Only the lines that contain the string "overflow" belong in the answer; pull them from the records.

------ Records supplied

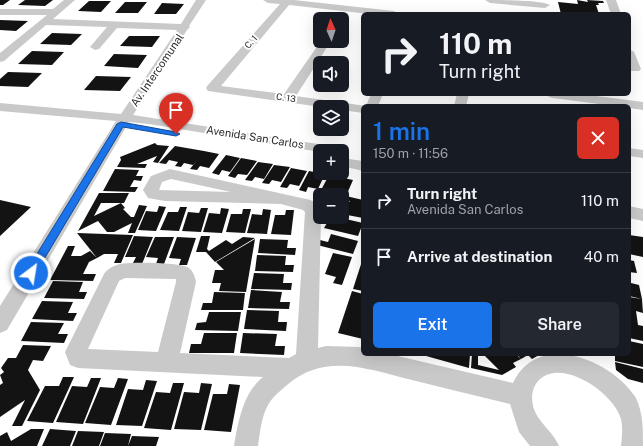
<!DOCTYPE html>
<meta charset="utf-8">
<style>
:root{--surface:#171b24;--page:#242831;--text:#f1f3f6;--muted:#9ea1a6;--line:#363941;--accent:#1a73e8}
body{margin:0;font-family:"Public Sans",sans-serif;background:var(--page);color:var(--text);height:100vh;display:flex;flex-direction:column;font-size:15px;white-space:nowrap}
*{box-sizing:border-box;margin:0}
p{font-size:13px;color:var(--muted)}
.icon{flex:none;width:22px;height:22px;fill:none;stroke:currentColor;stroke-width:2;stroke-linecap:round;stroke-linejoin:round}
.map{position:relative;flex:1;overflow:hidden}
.panel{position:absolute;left:361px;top:104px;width:270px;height:252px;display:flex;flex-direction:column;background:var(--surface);border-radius:6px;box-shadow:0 4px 16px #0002}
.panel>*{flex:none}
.banner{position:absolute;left:361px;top:12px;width:270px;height:84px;border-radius:6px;box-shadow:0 4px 16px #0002;background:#171b24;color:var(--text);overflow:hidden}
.needle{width:26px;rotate:357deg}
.tools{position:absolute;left:313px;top:12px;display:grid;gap:8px}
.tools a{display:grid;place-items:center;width:36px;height:36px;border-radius:6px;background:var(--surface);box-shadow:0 4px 16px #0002;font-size:20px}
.pin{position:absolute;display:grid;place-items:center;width:34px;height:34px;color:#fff;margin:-41px -17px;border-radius:50% 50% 50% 0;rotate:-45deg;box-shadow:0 0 4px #0007}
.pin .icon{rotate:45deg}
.me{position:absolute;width:44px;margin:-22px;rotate:31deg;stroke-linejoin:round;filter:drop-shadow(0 0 3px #0008)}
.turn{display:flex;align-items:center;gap:14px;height:84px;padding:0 12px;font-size:18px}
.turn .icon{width:52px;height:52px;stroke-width:2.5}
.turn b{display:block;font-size:28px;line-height:34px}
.round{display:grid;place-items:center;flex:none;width:42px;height:42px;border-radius:6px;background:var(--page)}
.head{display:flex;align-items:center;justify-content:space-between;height:68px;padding:0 12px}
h1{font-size:24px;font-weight:600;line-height:30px;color:var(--accent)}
.primary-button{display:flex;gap:8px;margin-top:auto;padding:8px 12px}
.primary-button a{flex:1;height:46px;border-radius:6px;background:var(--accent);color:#fff;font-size:16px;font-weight:600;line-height:46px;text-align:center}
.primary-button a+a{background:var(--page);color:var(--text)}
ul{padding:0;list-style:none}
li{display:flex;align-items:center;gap:12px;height:56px;padding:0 12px;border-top:1px solid var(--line)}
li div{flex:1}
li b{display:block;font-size:15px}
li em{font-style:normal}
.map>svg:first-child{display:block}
.building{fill:#131313}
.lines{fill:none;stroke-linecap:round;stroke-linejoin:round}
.minor{fill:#c9c9c9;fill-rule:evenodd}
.route{fill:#1a73e8;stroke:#114b97}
.labels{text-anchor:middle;stroke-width:4;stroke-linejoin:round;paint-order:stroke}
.far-street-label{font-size:9px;fill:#2c2c2c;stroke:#fff}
.street-label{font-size:11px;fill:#2c2c2c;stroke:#fff}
</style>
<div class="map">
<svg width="643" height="446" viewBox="0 0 643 446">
<rect width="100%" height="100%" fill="#fff"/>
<!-- building -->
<path class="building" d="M0,0h10l-7,5h-3z
M25,0h28l-8,6 -27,-1z
M577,0l11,2 -1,-2 16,1 1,2h-6l1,2h-3l3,9h-38l-3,-12 20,2z
M89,1h22l-10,11 -23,-1z
M125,2h22l-9,11h-23z
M162,3l22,1 -8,10h-22z
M0,20l28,1 -12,10 -16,-1z
M52,33l30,1 -11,11 -31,-1z
M129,36h31l-8,11 -32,-1z
M32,51l32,1 -12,13 -34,-1z
M114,54l33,1 -9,13 -34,-2z
M8,72l34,1 -14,14 -28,-1v-7z
M96,76l35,1 -11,14 -36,-1z
M155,143l2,2 12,1 -11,17 -5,-1 4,-6 -20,8h10l-2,4 -28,-1 4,-7 -1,-3z
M175,146l29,5 15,3 -10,14 -9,-2 -3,4 -7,-1 8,-10 -5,6 -9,-2 -3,4 -6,-1 3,-4 -9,-2 -3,4 -7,-1z
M226,155l14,3 -10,14 -8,-2 -3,5 -7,-2z
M241,158l16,3 -10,14 -9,-1 -3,4 -7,-2z
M258,162l15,2 -9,15 -9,-2 -3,4 -7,-1z
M274,165l16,2 -9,15 -9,-2 -3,4 -7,-1z
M291,168l16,3 -8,15 -9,-2 -3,4 -7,-1z
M115,169l24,1 -3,6h7l-2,5 -7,-1 -4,7h8l-3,5 -32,-1z
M309,171l16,3 -7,15 -10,-2 -2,5 -7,-2z
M329,175l24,5 -7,16 -6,-5 -1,3 -10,-2 -2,3 -8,-1z
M99,193h30l-5,10h-23l-7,13 27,-13 4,5 -2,1 8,8h3l5,-12 8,1 -12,27h-7l4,-10 -18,9h-7l-9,-11 -20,10z
M346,196l17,4v18l-21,-4v-6l4,-7 4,1z
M0,200l31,7 -31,29z
M159,206l7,1 -10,24 -18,-1 8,-19 11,1z
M180,207h7l-8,24 -19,-1 8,-18h10z
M201,208h7l-7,24 -19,-1 6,-19 11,1z
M221,208l8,1 -7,24 -19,-1 6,-19 11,1z
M243,209h8l-6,24 -19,-1 5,-18h11z
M263,209l8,1 -4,24 -20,-1 5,-19 10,1z
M286,210h8l-3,25 -20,-1 4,-19h10z
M337,217l26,6 -5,13 -34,-8 3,-5 7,1z
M77,233l56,2 -12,28h-7l4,-9h-14l-7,4z
M331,234l27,7 -5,13 -36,-9 3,-5 8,2z
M629,235l14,2v20l-14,-3z
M134,236l19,1 -11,27 -9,-1 3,-6h-11z
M201,236h9l-3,13 2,2 17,-11 6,4 11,-7 12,1 -40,24 -9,-10h-10z
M155,237h19l-10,27h-8l2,-6 -12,-1z
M177,237l19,1 -9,27h-8l2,-6 -12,-1z
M255,239l-9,53 -27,-1 2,-8h-9l3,-13h9l-8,-8z
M260,239l28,1 -1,8h9l-1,7 -37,-2z
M68,246h7l-4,10h10l9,-5 7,7 -8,4 -6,12h13l-3,7 -43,-1z
M333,253l19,4 -10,28 -9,-2 3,-6 -11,-3z
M257,255l29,1 -1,9h9l-1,7 -38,-1z
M363,258v33l-10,-2z
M629,260l5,1 3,12 -8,-1z
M254,273l30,1 -1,9h9l-1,7 -40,-1z
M629,278l2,5 8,2 3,14 -13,-3z
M53,281l30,1 -4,10h8l-3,7 -40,-1z
M251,290l31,2 -2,10h10l-1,7 -41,-1z
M352,291l11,3v45l-25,-6z
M214,292l31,1 -2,17h-42l2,-7h9z
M629,297l13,2 1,14 -7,-2 2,14 5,1v15l-14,-3z
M42,301l31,1 -5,11h9l-4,8 -41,-2z
M247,310l32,1 -1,11h9l-1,9 -42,-2z
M209,312h32l-3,19 -43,-1 2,-7 9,-1z
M31,322l33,1 -6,11h10l-4,9 -43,-2z
M204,333h33l-3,20h-45l2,-9h10z
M243,333l34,1 -2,12h10l-1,9 -44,-2z
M629,341l14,3v23l-28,-6v-7h14z
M23,345l28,1 -8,15 -10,-1 -5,10 12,20 -18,36h-10l13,-26 -25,17v-32l3,-2 -3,-8 4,-3 -3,-4 7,-10h8z
M420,354h50l-1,14 -50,-14z
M472,354h6v11l21,5 -16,-16h33l5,5 -8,4 3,4 -14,8 -31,-7z
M517,354h24l-9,5 -4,-4 -7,4z
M615,362l28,7v14l-15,-4 -12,-9z
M63,377h11l-21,46 -26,-2 18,-35h14z
M91,378h10l-18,46 -27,-2 16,-36 15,1z
M118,378l10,1 -17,46 -26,-2 15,-36 14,1z
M146,380l11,1 -15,45 -26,-1 12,-36 15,1z
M173,383h11l-13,47 -27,-2 12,-36 14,1z
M201,383l11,1 -11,46 -27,-1 10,-37 15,1z
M229,384l11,1 -9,47 -27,-2 9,-36h14z
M31,429h13l-7,17h-37v-10l7,-4 4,9z
M50,429l26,2 -6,15h-28z
M78,431l26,1 -5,14h-27z
M105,433l26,1 -3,12h-28z
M132,436l27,1 -3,9h-28z"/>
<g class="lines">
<!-- minor -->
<path class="minor" d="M64,0h11l-22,19 128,5 15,-24h10l-17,26 1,1 -3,3 -54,85 204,32 5,1 2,3 -2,3v-3h-22v1l-171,-28 -20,-2 -122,208 -7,3v-27l116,-185 -116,-10v-8l121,11 56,-84 -60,-2 -18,21 -4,1 -5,-3 17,-20 -61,-2 -42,36 -4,1v-9l47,-38h-47v-6h53z
M263,0h31l100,11 5,3h-30l-80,-9 -68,81 63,8 37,-53h10l-35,55 70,10 5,-12h12l-5,12h-15v7l-21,-3v-3h-21l-113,-16 -2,-3 2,-3 72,-81 -12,-1z
M485,0c12,0 58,0 65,5l-5,3 -55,-5z
M606,0h10l5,14h-10z
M629,49l5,3 7,17 -2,2h-8l-2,-2z
M457,94h12l-3,12h-12z
M547,94h34l62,8v8l-14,-2v-2h-15l-61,-8 -4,-1z
M629,148l14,2v8l-14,-2z
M342,158l21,3v10l-21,-5z
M170,169l136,30c14,3 11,9 15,18l-3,131 8,-2 34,1 3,1v6h26l124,29c24,-53 99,-24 123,15 7,15 7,31 7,48h-22c1,-9 2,-18 0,-27 -7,-26 -59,-62 -82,-39 -7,7 -8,17 -6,26 4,16 20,25 26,40h-29l-11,-14 -9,-28c-33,-8 -66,-16 -98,-24 -44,-11 -87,-28 -125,5 -8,7 -15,12 -20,22 -6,12 -7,26 -9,39h-24c4,-24 9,-53 29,-69l-185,-9 -8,-3 -5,-13 38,-76c3,-7 10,-10 17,-12 10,-2 61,-2 69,4 4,3 6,9 7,14l-16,71 109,5 7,-4 9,-142 -2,-2 -22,-6 -116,-3 -17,-3 -5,-8 8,-14zM171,179l60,13 -72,-2 3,-8zM125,278l51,1v3l-18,70 -70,-3 31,-68z
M629,206l14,3v12l-14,-3z"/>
</g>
<!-- route -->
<path class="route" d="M121,122l55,10 4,2 -4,2 -53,-9 -89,149h-7l-1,-3 1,-3 90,-146z"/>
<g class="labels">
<!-- far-street labels -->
<g class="far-street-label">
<text transform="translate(251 42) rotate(-48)" y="3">C. 1</text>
<text transform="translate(286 98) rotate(8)" y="3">C. 13</text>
</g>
<!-- street labels -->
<g class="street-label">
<text transform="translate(157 70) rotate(-56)" y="4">Av. Intercomunal</text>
<text transform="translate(255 137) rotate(9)" y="4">Avenida San Carlos</text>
</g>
</g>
</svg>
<div class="tools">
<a><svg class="needle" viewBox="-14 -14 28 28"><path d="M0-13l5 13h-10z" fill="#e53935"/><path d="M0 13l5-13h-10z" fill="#9ea1a6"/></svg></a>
<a><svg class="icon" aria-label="sound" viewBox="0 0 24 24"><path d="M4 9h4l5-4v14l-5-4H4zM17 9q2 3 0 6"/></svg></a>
<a><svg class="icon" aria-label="layers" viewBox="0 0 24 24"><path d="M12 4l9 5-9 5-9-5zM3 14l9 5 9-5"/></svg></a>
<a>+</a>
<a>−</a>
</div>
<div class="pin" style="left:176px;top:134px;background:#d93025"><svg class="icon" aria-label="arrive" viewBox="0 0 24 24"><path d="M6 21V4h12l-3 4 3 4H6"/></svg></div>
<svg class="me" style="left:31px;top:273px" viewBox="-20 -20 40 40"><circle r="17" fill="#1a73e8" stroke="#fff" stroke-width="3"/><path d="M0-11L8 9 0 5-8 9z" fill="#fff"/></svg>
<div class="banner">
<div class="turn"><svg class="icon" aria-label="right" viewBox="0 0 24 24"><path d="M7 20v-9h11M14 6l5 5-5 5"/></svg><div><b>110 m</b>Turn right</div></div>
</div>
<section class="panel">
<div class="head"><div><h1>1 min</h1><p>150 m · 11:56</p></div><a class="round" style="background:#d93025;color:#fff"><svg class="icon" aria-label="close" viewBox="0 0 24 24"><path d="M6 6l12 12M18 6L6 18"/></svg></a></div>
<ul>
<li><svg class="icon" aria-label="right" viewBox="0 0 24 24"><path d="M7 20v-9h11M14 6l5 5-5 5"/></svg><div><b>Turn right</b><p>Avenida San Carlos</p></div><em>110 m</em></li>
<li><svg class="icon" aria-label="arrive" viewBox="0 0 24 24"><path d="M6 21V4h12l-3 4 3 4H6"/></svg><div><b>Arrive at destination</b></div><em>40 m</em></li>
</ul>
<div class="primary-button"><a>Exit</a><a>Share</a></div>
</section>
</div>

------------

#### [Finished exercise]
.map{position:relative;flex:1;overflow:hidden}
.banner{position:absolute;left:361px;top:12px;width:270px;height:84px;border-radius:6px;box-shadow:0 4px 16px #0002;background:#171b24;color:var(--text);overflow:hidden}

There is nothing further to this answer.